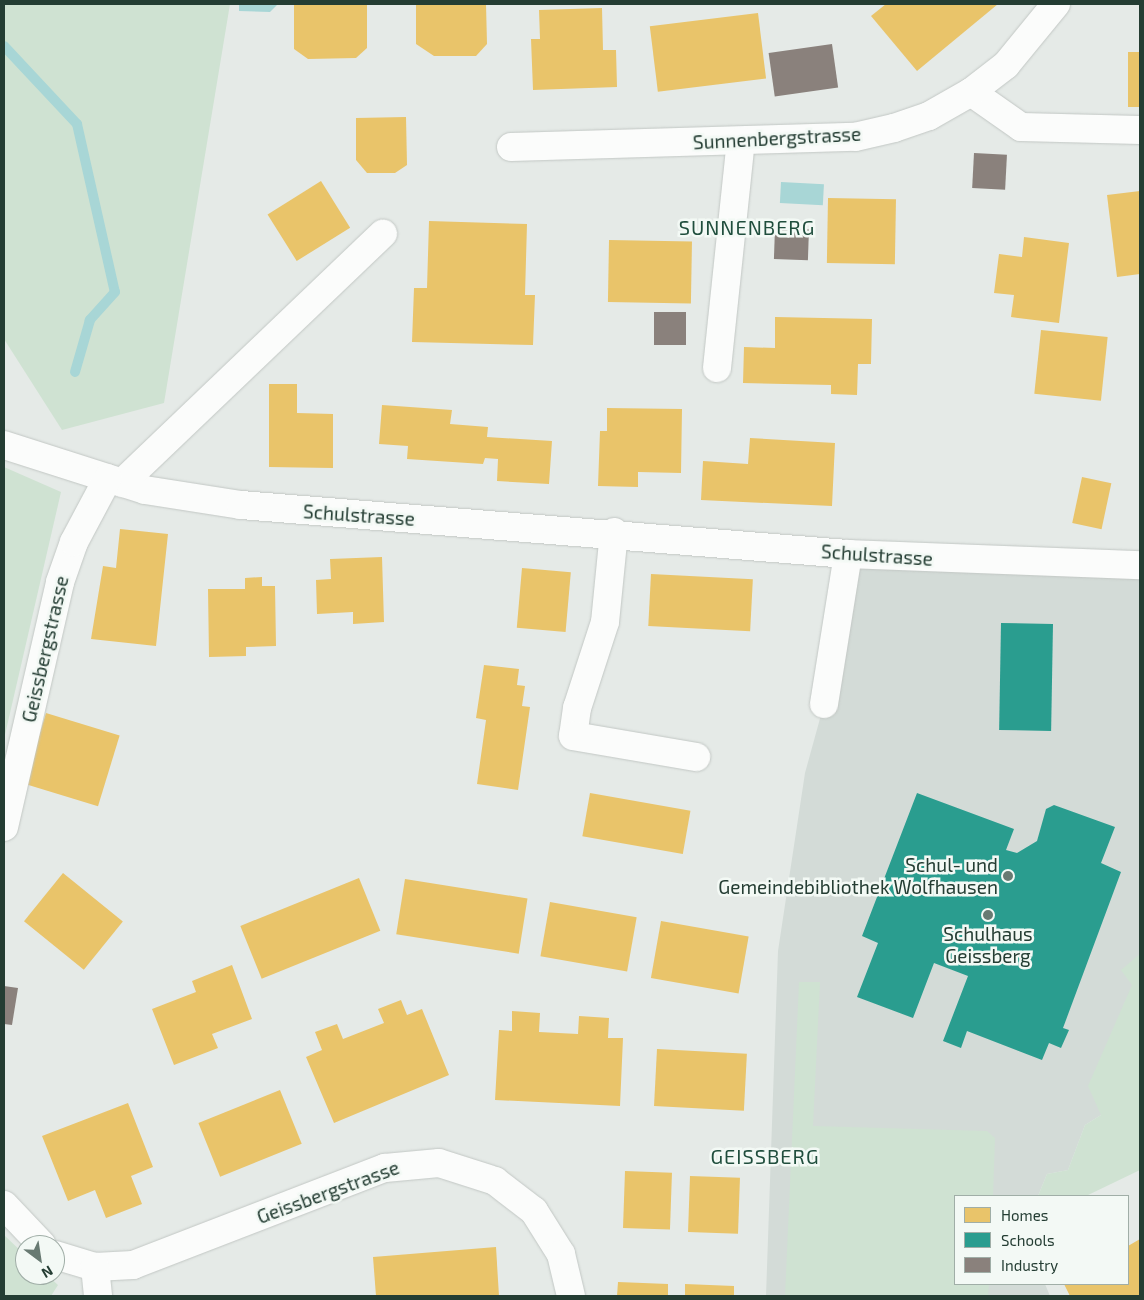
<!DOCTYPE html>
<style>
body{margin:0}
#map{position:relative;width:1144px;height:1300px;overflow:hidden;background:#e5eae7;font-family:"Exo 2",sans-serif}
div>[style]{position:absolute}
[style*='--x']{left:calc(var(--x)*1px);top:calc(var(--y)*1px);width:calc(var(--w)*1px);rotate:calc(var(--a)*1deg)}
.built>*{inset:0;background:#d3dbd7}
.green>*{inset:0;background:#cfe2d2}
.water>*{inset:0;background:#a8d6d6;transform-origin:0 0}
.homes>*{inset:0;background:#e9c46a;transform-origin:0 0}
.schools>*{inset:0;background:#2a9d8f;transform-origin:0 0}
.industry>*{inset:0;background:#8a817c;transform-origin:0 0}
.stream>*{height:10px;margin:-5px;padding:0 5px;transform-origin:5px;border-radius:5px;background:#a8d6d6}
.roads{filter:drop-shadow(0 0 1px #c2c7c4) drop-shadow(0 0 1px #c2c7c4)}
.minor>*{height:28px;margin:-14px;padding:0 14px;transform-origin:14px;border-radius:14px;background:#fbfcfb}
.dots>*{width:14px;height:14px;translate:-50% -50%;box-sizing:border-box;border:2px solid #f3f9f5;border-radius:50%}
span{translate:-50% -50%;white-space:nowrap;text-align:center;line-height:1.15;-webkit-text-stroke:5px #f3f9f5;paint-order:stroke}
.street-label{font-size:19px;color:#243d33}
.poi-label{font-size:19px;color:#243d33}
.right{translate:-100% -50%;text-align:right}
.neighbourhood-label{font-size:20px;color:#204e3d;letter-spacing:1px}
.frame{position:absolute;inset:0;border:5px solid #243d33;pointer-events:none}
.legend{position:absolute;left:954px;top:1195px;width:175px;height:90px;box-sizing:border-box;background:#f3f9f5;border:1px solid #a0aea7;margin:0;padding:6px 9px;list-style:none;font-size:15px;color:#243d33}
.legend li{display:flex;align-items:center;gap:10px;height:25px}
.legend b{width:25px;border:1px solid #a0aea7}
.north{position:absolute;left:15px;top:1235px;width:50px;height:50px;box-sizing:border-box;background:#f3f9f5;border:1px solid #a0aea7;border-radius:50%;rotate:149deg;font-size:14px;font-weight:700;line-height:20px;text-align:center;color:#243d33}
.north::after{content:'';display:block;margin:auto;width:18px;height:22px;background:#687a72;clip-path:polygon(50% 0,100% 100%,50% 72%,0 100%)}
</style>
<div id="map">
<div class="built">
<i style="clip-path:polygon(848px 554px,1140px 565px,1140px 992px,1101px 1115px,1085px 1125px,1068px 1170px,1047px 1174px,1038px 1196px,955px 1196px,955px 1284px,1045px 1284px,1050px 1296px,766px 1296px,778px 951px,805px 773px,824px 704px)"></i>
</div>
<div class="green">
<i style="clip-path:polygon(4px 4px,230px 4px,164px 403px,62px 430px,4px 339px)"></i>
<i style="clip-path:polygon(4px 467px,61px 492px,4px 739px)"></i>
<i style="clip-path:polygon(1140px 954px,1140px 1170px,1086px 1196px,1038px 1196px,1047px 1174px,1068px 1170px,1085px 1125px,1101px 1115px,1088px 1086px,1132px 985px,1121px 970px)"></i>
<i style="clip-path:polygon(799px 982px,820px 982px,813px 1126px,987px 1131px,995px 1138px,993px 1196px,955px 1196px,955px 1284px,989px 1284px,988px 1296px,785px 1296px)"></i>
<i style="clip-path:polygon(4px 1235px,25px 1255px,25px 1275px,47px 1275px,58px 1285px,51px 1296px,4px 1296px)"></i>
</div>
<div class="water">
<i style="clip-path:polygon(239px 4px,277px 4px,277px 5px,270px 12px,239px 11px)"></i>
<i style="left:781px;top:182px;width:43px;height:21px;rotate:3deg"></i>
</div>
<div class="homes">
<i style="clip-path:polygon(294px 4px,367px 4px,367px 48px,356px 58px,308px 59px,294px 49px)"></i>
<i style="clip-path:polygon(416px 4px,486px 4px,487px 44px,476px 56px,434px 56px,416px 44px)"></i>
<i style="clip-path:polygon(886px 4px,998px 4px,917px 71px,871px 16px)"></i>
<i style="clip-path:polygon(602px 8px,603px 50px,616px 50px,617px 87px,533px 90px,531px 39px,540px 39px,539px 10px)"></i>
<i style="left:758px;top:13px;width:66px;height:109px;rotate:83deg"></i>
<i style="left:1128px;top:52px;width:12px;height:55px"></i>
<i style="clip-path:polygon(406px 117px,407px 165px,395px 173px,367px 173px,356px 160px,356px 118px)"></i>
<i style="left:321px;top:181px;width:55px;height:63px;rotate:58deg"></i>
<i style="clip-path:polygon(1140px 191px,1140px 274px,1117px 277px,1107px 195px)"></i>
<i style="left:828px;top:198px;width:68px;height:65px;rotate:1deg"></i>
<i style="clip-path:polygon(429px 221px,527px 224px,525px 295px,535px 295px,533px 345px,412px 342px,414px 288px,427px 288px)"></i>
<i style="clip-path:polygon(1024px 237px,1069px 243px,1059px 323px,1011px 317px,1014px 295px,994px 293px,999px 254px,1022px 257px)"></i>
<i style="left:609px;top:240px;width:83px;height:62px;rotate:1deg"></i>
<i style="clip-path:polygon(775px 317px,872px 319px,871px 364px,858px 364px,857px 395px,831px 394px,831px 385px,743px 383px,744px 347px,775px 348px)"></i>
<i style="left:1041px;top:330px;width:67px;height:64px;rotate:6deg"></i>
<i style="clip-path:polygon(269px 384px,297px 384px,297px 413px,333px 414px,333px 468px,269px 467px)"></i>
<i style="clip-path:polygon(382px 405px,452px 410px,450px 424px,488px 427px,487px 437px,552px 441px,549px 484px,497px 481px,498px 459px,485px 458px,483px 464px,407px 459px,408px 446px,379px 444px)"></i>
<i style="clip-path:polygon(607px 408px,682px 409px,681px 473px,638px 472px,638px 487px,598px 486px,600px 431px,607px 431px)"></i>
<i style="clip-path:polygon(750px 438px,835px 443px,832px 506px,701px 500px,703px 461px,748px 464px)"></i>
<i style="left:1082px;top:477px;width:30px;height:47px;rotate:12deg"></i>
<i style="clip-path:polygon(120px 529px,168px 534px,156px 646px,91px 639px,103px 566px,116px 568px)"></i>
<i style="clip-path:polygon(382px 557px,384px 622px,353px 624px,353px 612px,317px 614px,316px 580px,331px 579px,330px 559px)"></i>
<i style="left:522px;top:568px;width:49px;height:60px;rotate:5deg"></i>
<i style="left:651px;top:574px;width:102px;height:52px;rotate:3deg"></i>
<i style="clip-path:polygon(262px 577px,262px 586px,275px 586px,276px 646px,246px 647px,246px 656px,209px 657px,208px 589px,245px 589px,245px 578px)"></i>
<i style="clip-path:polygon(484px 665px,519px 669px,517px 685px,525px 686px,522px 706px,530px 707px,518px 790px,477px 784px,486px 720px,476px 718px)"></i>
<i style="left:46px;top:713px;width:77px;height:74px;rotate:17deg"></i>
<i style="left:590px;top:793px;width:102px;height:44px;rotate:10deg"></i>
<i style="left:63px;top:873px;width:77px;height:62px;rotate:39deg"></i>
<i style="left:359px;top:878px;width:57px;height:128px;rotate:68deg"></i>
<i style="left:405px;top:879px;width:124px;height:56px;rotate:9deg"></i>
<i style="left:550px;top:902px;width:88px;height:55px;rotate:10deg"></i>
<i style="left:661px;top:921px;width:89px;height:58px;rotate:10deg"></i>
<i style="clip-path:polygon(232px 965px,252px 1019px,212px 1034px,218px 1048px,174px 1065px,152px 1009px,196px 992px,192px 981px)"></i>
<i style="clip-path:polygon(401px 1000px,407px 1015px,422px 1009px,449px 1075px,334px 1123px,306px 1057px,322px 1050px,315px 1032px,337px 1024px,343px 1039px,384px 1023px,378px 1009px)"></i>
<i style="clip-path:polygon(512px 1011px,540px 1013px,539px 1032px,578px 1034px,579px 1016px,609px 1018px,608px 1038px,623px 1038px,620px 1106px,495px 1100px,499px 1030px,512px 1031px)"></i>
<i style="left:657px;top:1049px;width:90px;height:57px;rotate:3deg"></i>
<i style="left:280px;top:1090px;width:58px;height:88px;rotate:68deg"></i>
<i style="clip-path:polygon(128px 1103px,153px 1167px,131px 1176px,142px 1204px,106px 1218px,95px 1190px,68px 1201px,42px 1136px)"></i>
<i style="left:625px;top:1171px;width:47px;height:57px;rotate:2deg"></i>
<i style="left:690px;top:1176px;width:50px;height:56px;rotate:2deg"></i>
<i style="clip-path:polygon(1140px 1239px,1140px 1296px,1070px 1296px,1064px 1284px,1128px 1284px,1128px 1246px)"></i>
<i style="clip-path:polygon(496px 1247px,499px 1296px,376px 1296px,373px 1257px)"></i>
<i style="clip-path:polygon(618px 1282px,668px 1284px,668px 1296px,617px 1296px)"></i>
<i style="clip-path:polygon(685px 1284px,734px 1286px,734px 1296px,685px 1296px)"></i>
</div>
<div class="schools">
<i style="left:1001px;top:623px;width:52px;height:107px;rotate:1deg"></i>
<i style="clip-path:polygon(917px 793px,1014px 829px,1006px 850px,1017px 853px,1037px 841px,1046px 809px,1054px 805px,1115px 827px,1101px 863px,1121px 872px,1063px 1028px,1069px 1030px,1061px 1048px,1049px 1043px,1042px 1060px,967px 1031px,961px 1048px,943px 1041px,968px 976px,934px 963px,913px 1018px,857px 997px,878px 943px,862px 936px)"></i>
</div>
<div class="industry">
<i style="left:832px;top:44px;width:44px;height:64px;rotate:82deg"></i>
<i style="left:974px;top:153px;width:33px;height:35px;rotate:3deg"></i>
<i style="left:775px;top:228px;width:34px;height:31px;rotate:2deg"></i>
<i style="left:654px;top:312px;width:32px;height:33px"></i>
<i style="clip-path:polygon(4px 986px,18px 988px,12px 1025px,4px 1024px)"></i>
</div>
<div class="stream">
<i style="--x:4;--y:46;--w:107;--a:46.9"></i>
<i style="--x:77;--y:124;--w:172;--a:77.3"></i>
<i style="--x:115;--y:292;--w:38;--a:132"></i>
<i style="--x:90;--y:320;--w:54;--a:106.1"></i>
</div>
<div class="roads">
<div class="minor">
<i style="--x:971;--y:92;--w:61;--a:35"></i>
<i style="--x:1021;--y:127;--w:119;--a:1.4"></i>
<i style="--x:511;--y:147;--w:344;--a:-1.7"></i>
<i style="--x:855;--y:137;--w:40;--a:-13"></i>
<i style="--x:894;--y:128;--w:37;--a:-19"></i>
<i style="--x:929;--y:116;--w:48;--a:-29.7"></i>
<i style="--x:971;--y:92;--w:44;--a:-37.6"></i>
<i style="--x:1006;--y:65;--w:79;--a:-50.7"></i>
<i style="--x:717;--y:368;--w:228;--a:-84"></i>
<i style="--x:4;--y:445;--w:148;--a:17.7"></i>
<i style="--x:145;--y:490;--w:97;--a:8.9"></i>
<i style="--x:241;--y:505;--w:609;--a:4.62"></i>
<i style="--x:848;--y:554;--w:292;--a:2.2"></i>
<i style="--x:122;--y:483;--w:361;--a:-43.7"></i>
<i style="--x:614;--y:532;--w:90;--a:95.7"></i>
<i style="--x:605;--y:622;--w:90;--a:108"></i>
<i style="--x:577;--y:708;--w:28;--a:98"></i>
<i style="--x:573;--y:736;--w:125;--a:9.7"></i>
<i style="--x:824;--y:704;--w:152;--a:-80.9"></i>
<i style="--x:4;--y:827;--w:251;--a:-77.1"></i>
<i style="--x:60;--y:582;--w:42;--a:-70.7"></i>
<i style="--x:74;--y:542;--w:72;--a:-62"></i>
<i style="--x:4;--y:1205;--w:55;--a:46.5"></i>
<i style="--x:55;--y:1255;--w:42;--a:16.7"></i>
<i style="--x:95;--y:1267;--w:38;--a:-3"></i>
<i style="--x:133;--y:1265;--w:270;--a:-21.1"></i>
<i style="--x:385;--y:1168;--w:54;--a:-5.3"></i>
<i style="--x:439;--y:1163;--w:59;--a:17.8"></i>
<i style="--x:495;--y:1181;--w:49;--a:37.6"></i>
<i style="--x:534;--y:1211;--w:51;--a:57.9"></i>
<i style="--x:561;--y:1254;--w:43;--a:76.6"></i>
<i style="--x:95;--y:1267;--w:29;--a:84"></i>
</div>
</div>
<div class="dots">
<i style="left:1008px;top:876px;background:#687a72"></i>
<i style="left:988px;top:915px;background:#687a72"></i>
</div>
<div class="street-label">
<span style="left:777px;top:138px;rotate:-3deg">Sunnenbergstrasse</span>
<span style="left:359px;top:515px;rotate:4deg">Schulstrasse</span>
<span style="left:877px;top:555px;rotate:4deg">Schulstrasse</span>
<span style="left:45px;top:649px;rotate:-77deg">Geissbergstrasse</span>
<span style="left:328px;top:1192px;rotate:-20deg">Geissbergstrasse</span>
</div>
<div class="poi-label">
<span class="right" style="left:998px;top:876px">Schul- und<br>Gemeindebibliothek Wolfhausen</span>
<span style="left:988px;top:945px">Schulhaus<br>Geissberg</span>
</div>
<div class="neighbourhood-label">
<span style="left:747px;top:227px">SUNNENBERG</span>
<span style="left:765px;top:1156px">GEISSBERG</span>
</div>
<div class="frame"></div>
<ul class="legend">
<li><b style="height:14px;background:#e9c46a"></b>Homes</li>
<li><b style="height:14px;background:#2a9d8f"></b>Schools</li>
<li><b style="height:14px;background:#8a817c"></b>Industry</li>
</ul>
<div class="north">N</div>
</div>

■ ■ ■ ■ ■ ■ ■

ASSIGNMENT:
Every line in the listing above that mentions "water" should be returned.

EXERCISE ANSWER:
.water>*{inset:0;background:#a8d6d6;transform-origin:0 0}
<div class="water">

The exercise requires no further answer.